Lecture 13 - Regression Flashcards
(!) Describe different test types & some assumptions
Assumptions:
- Homogeneity of variance between groups
- Independent obs.
- Covariate unrelated to experimental treatment: ANCOVA
____________
Test-type:
Independent t-test:
- 1 binary IV
- Both DV & IV continuous
- Between design
Paired sample t-test:
- 1 binary IV
- Both DV & IV continuous
- Within design
ONE-WAY ANOVA
- 1 categorical IV factors
- Continuous DV
N-WAY ANOVA:
- More than 1 categorical IV factors
- Continuous DV
ANCOVA:
- 1 or more IV
- Give purified mean
- C = Covariance: Relation between variables
- Almost read like ANOVA after adjustment
- Variables should be independent of treatment
- Random selected group assumed equal in all perspectives
F-test:
- Compare variance while ANOVA compare means
- Only tell if mean differ, not how: Thus often mix w.
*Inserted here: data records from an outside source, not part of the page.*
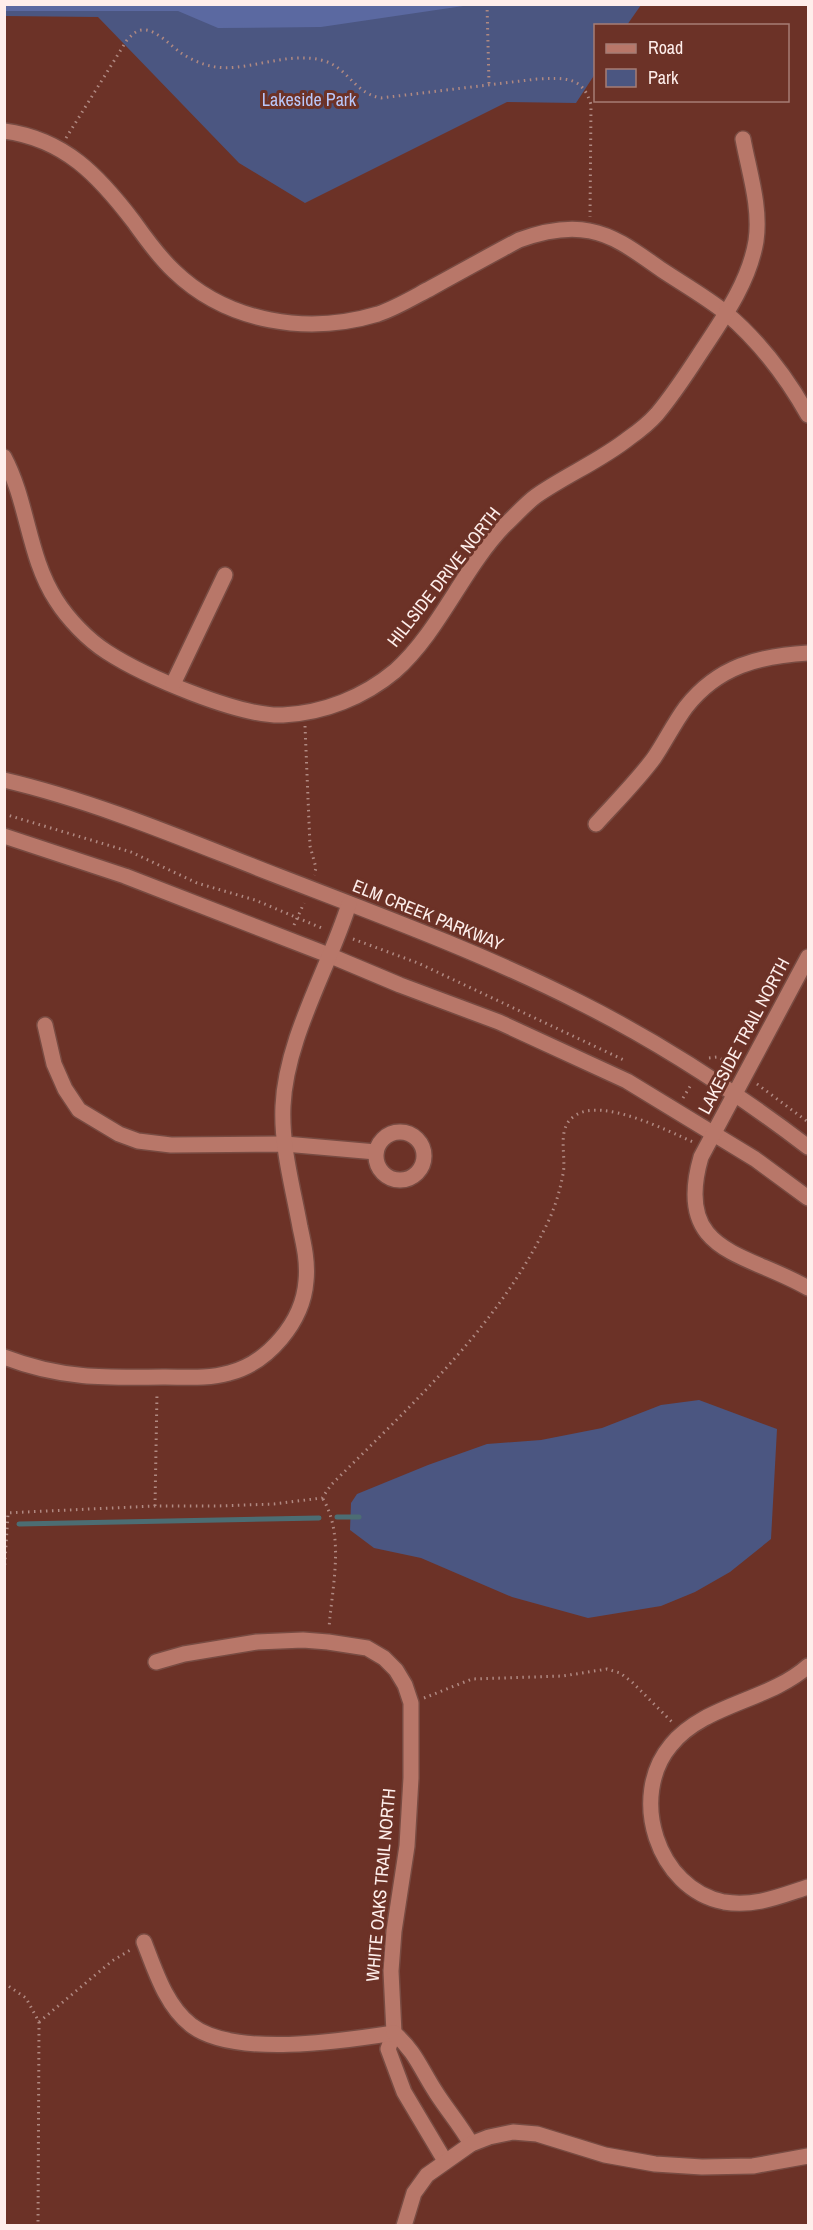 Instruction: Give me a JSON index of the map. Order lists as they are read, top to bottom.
{
  "streets": {
    "street": [
      "HILLSIDE DRIVE NORTH",
      "ELM CREEK PARKWAY",
      "LAKESIDE TRAIL NORTH",
      "WHITE OAKS TRAIL NORTH"
    ]
  },
  "crossings": [
    ["ELM CREEK PARKWAY", "LAKESIDE TRAIL NORTH"]
  ],
  "parks": ["Lakeside Park"],
  "legend": ["Road", "Park"]
} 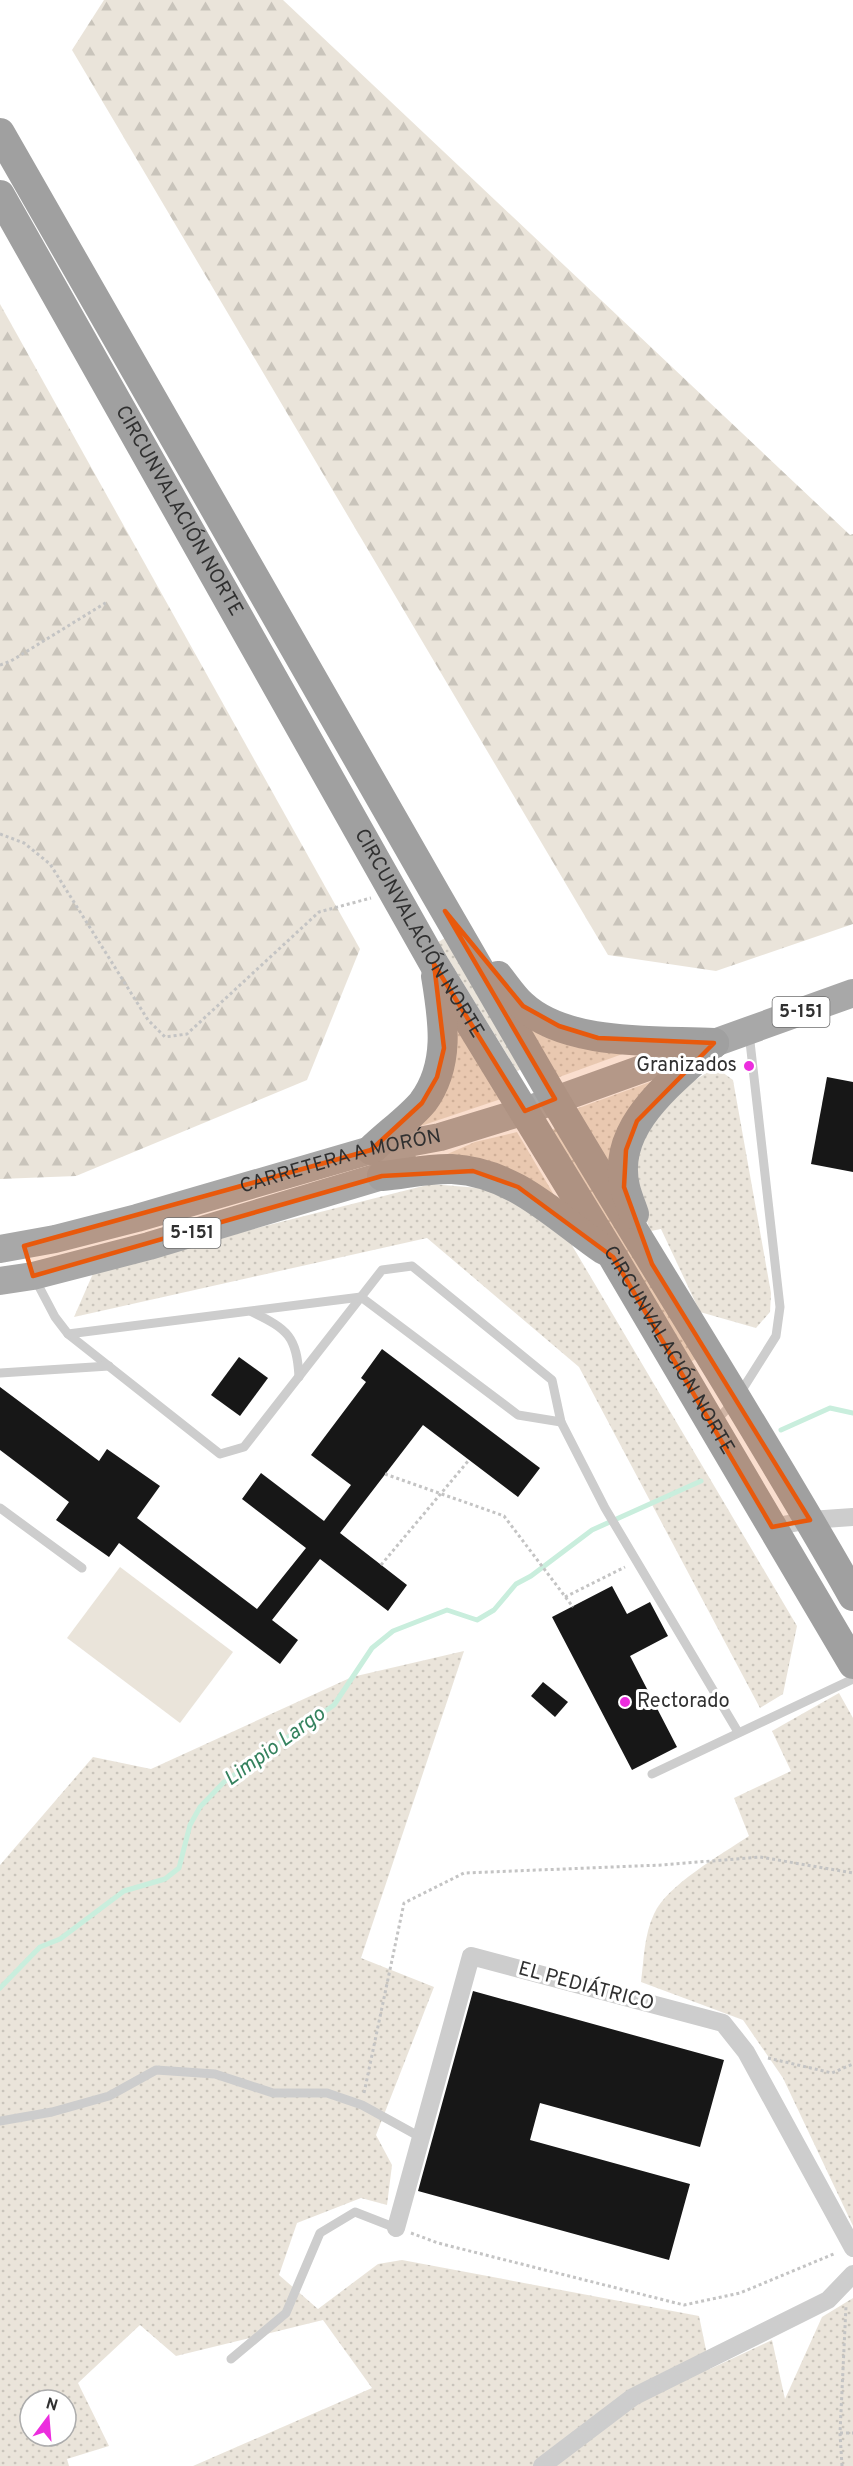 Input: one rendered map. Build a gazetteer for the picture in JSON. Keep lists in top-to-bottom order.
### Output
{
  "streets": {
    "highway": ["CIRCUNVALACIÓN NORTE"],
    "main road": ["5-151", "CARRETERA A MORÓN"],
    "street": ["EL PEDIÁTRICO"]
  },
  "crossings": [
    ["CIRCUNVALACIÓN NORTE", "5-151"],
    ["CIRCUNVALACIÓN NORTE", "CARRETERA A MORÓN"],
    ["5-151", "CARRETERA A MORÓN"]
  ],
  "water": ["Limpio Largo"],
  "places": ["Granizados", "Rectorado"],
  "north": "top"
} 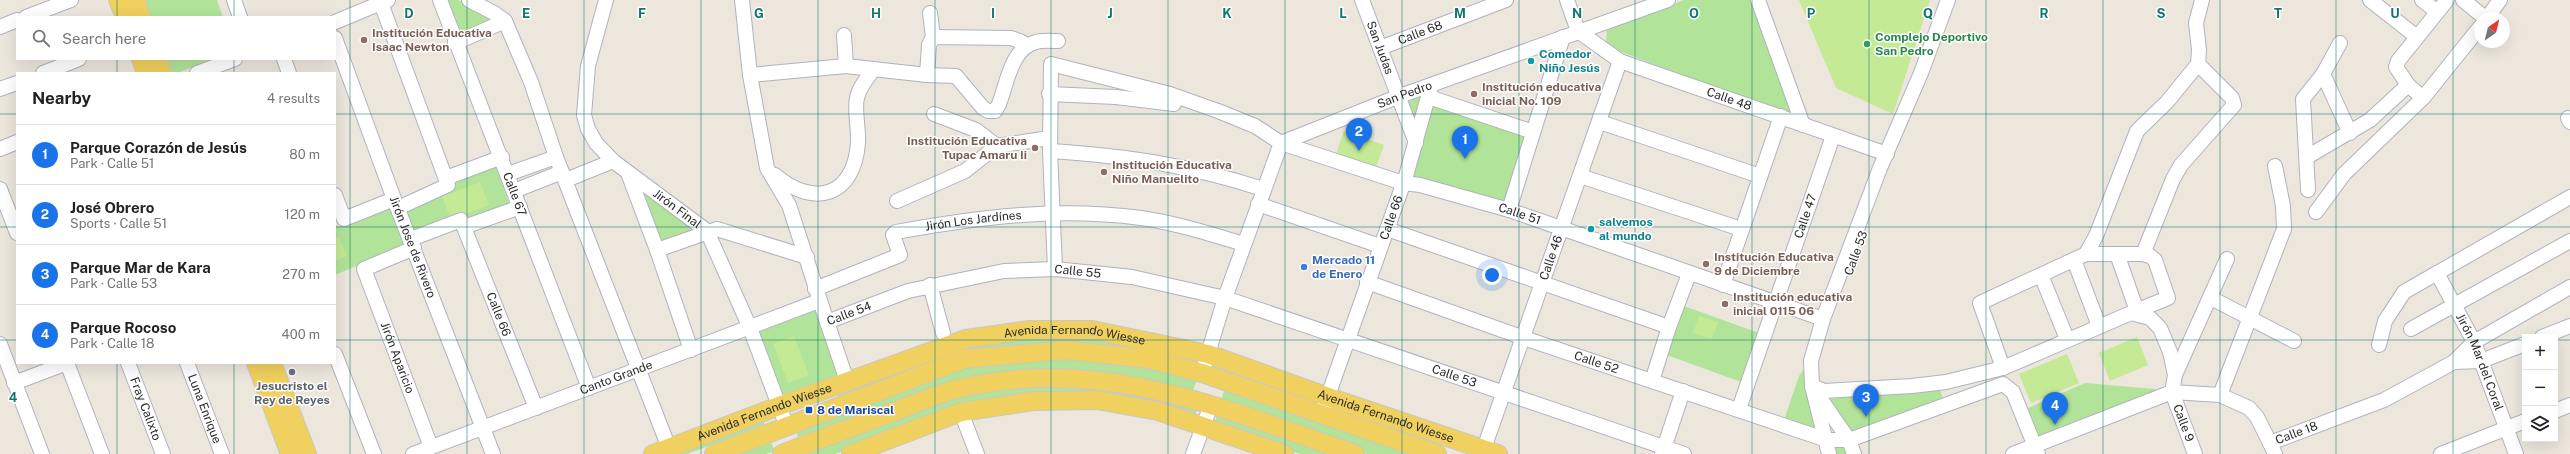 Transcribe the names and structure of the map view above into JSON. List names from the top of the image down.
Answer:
{
  "streets": {
    "main road": ["Jirón Final", "Avenida Fernando Wiesse"],
    "street": [
      "Calle 68",
      "San Judas",
      "San Pedro",
      "Calle 48",
      "Calle 67",
      "Calle 51",
      "Calle 47",
      "Calle 66",
      "Jirón Los Jardínes",
      "Jirón Jose de Rivero",
      "Calle 53",
      "Calle 46",
      "Calle 55",
      "Calle 54",
      "Jirón Aparicio",
      "Calle 52",
      "Jirón Mar del Coral",
      "Canto Grande",
      "Fray Calixto",
      "Luna Enrique",
      "Calle 9",
      "Calle 18"
    ]
  },
  "crossings": [
    ["Calle 68", "San Judas"],
    ["San Judas", "San Pedro"],
    ["San Judas", "Calle 66"],
    ["San Pedro", "Calle 48"],
    ["San Pedro", "Calle 51"],
    ["San Pedro", "Calle 66"],
    ["Calle 48", "Calle 47"],
    ["Calle 48", "Calle 53"],
    ["Calle 48", "Calle 46"],
    ["Calle 67", "Canto Grande"],
    ["Jirón Final", "Avenida Fernando Wiesse"],
    ["Jirón Final", "Canto Grande"],
    ["Calle 51", "Calle 47"],
    ["Calle 51", "Calle 66"],
    ["Calle 51", "Calle 53"],
    ["Calle 51", "Calle 46"],
    ["Calle 47", "Calle 52"],
    ["Calle 66", "Calle 53"],
    ["Calle 66", "Avenida Fernando Wiesse"],
    ["Calle 66", "Calle 52"],
    ["Calle 66", "Canto Grande"],
    ["Jirón Los Jardínes", "Canto Grande"],
    ["Jirón Jose de Rivero", "Jirón Aparicio"],
    ["Jirón Jose de Rivero", "Canto Grande"],
    ["Calle 53", "Calle 46"],
    ["Calle 53", "Calle 55"],
    ["Calle 53", "Calle 52"],
    ["Calle 46", "Avenida Fernando Wiesse"],
    ["Calle 46", "Calle 52"],
    ["Calle 55", "Calle 54"],
    ["Calle 54", "Avenida Fernando Wiesse"],
    ["Jirón Aparicio", "Canto Grande"],
    ["Calle 52", "Calle 18"],
    ["Jirón Mar del Coral", "Calle 18"],
    ["Calle 9", "Calle 18"]
  ],
  "places": {
    "other": [
      "Institución Educativa Isaac Newton",
      "Complejo Deportivo San Pedro",
      "Comedor Niño Jesús",
      "Institución educativa inicial No. 109",
      "Institución Educativa Tupac Amaru Ii",
      "Institución Educativa Niño Manuelito",
      "salvemos al mundo",
      "Institución Educativa 9 de Diciembre",
      "Mercado 11 de Enero",
      "Institución educativa inicial 0115 06",
      "Jesucristo el Rey de Reyes"
    ],
    "transit": ["8 de Mariscal"]
  },
  "north": "top right",
  "page": {
    "search": "Search here",
    "heading": ["Nearby", "4 results"],
    "pins": [
      "2",
      "1",
      "3",
      "4"
    ],
    "list": [
      {
        "mark": "1",
        "name": "Parque Corazón de Jesús",
        "note": "Park · Calle 51",
        "value": "80 m"
      },
      {
        "mark": "2",
        "name": "José Obrero",
        "note": "Sports · Calle 51",
        "value": "120 m"
      },
      {
        "mark": "3",
        "name": "Parque Mar de Kara",
        "note": "Park · Calle 53",
        "value": "270 m"
      },
      {
        "mark": "4",
        "name": "Parque Rocoso",
        "note": "Park · Calle 18",
        "value": "400 m"
      }
    ],
    "map_buttons": ["+", "−"]
  },
  "grid": {
    "columns": [
      "D",
      "E",
      "F",
      "G",
      "H",
      "I",
      "J",
      "K",
      "L",
      "M",
      "N",
      "O",
      "P",
      "Q",
      "R",
      "S",
      "T",
      "U"
    ],
    "rows": ["4"]
  }
} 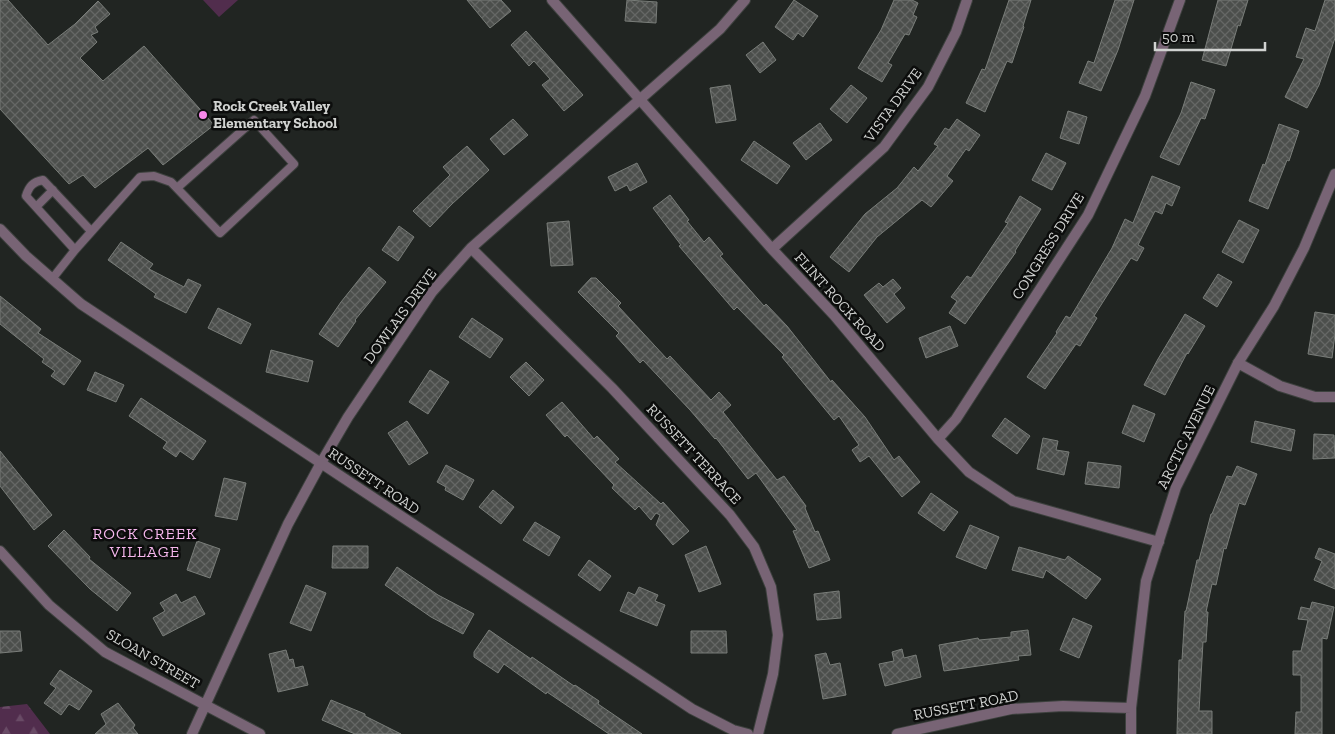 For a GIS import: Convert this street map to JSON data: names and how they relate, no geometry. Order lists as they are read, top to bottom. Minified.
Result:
{"streets":{"street":["VISTA DRIVE","CONGRESS DRIVE","FLINT ROCK ROAD","DOWLAIS DRIVE","ARCTIC AVENUE","RUSSETT TERRACE","RUSSETT ROAD","SLOAN STREET"]},"crossings":[["VISTA DRIVE","FLINT ROCK ROAD"],["CONGRESS DRIVE","FLINT ROCK ROAD"],["FLINT ROCK ROAD","DOWLAIS DRIVE"],["FLINT ROCK ROAD","ARCTIC AVENUE"],["DOWLAIS DRIVE","RUSSETT TERRACE"],["DOWLAIS DRIVE","RUSSETT ROAD"],["DOWLAIS DRIVE","SLOAN STREET"],["ARCTIC AVENUE","RUSSETT ROAD"]],"districts":["ROCK CREEK VILLAGE"],"places":["Rock Creek Valley Elementary School"],"scale_bar":"50 m"}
ANOVA
(!) Describe multiple regression & what it test
General:
- How DV mean change as function of IV´s: Partial effect of each IV
- More variables change calculation: Correlate w. each other
- Every part controlled for & held constant
- Can model non-lineary relationship
Test:
- If relationship between IV & DV is significant: Non-zero
- Magnitude of relationship between IV & DV
- Direction of relationship: Positive or negative
Dont test:
- Causality: Inferred in RD
(?) Describe the elements of multiple regression models
Y = DV
Beta_0 = Intercept: DV value when all IV´s are zero
Beta_1*X_1 = beta coefficient = IV. Change in Y with respect to change in X_x
u = Error term: Factors other than X_k influencing Y
i = obs. number
k = number of IV
n = number of obs.
Apostrof = Estimated
What does linear regression model?
Conditional mean of DV: Linear combination of IV
Describe centering & standardization
Centering:
- Subtract mean of variable
- Meaningful intercept
- Easier interpretation of interactions
- Don’t do for binary variables
- Same interpretation/conclusion of coefficients
- Set to 0
Standardization:
- Subtract mean & divide by std.dev
- Standard variables: Mean: 0, Std. dev.: 1
- Comparable: Despite different scales
- Interpretation/conclusion changes
- SPSS calculate standardized coefficients for you: No reason to change raw scores
(!) Describe methods of choosing predictors
Hierarchical entry:
- Building up or down: Enter or remove
- Entire block of variables in gradual steps
- First block is variables from previous research: Controls
__________
Forced entry:
- Recommended
- All variables entered simultaneously: Decide which one stays
___________
Stepwise methods: SPSS chooses for you
General:
- Not recommended
- You > SPSS: Dont consider theory, previous research & hypotheses tested
- Controls & basic effects –> Variables in hypotheses –> Interactions & mediations
Forward:
- Start with intercept only
- Choose variable with highest simple correlation with DV
- Choose variable best explaining remaining variance
Stepwise:
- Same as forward, but also remove & add useful/not useful variables
Backward:
- Same as forward but remove variables gradually based on p-values or t-statistics
(!) Explain goodness of fit
General:
- How much actual DV variance model explain
- SST = SSE + SSR
___________
Terms:
Total sum of squares / SST:
- Total variance of DV
Explained sum of squares / SSE
- Total variance explained by model
Sum of squared residuals / SSR
- Unexplained left over variance
- Can be inflated: Dont increase by added IV despite insignificant
R^2
- Show how much variance model explain
- Between 0 & 1
- Higher = Better
Adjusted R^2
- Better than normal R-squared
- Penalize R^2 for each IV added
- Show quality of model
- F-change = Significance of R-square change
- Show how much variance model explain
- Tell whether added variable increase explanatory power of model
(!) Describe control variables & how to handle them
General:
- IV´s not of interest
- Explain “left over” variance
Handling:
- Compare to previous research
- Explain reason for inclusion
- Transparency: Show effect with & without
- Quality check: Same as variables of interest
- Consider extreme correlations: Multi correlation
- Avoid using them to show result you want
(!) Describe statistical test types
General:
- Try model reality as close as poss.
- Test how much variance in DV model explain: Goodness of fit
- Significance test: Coefficient significantly different from 0?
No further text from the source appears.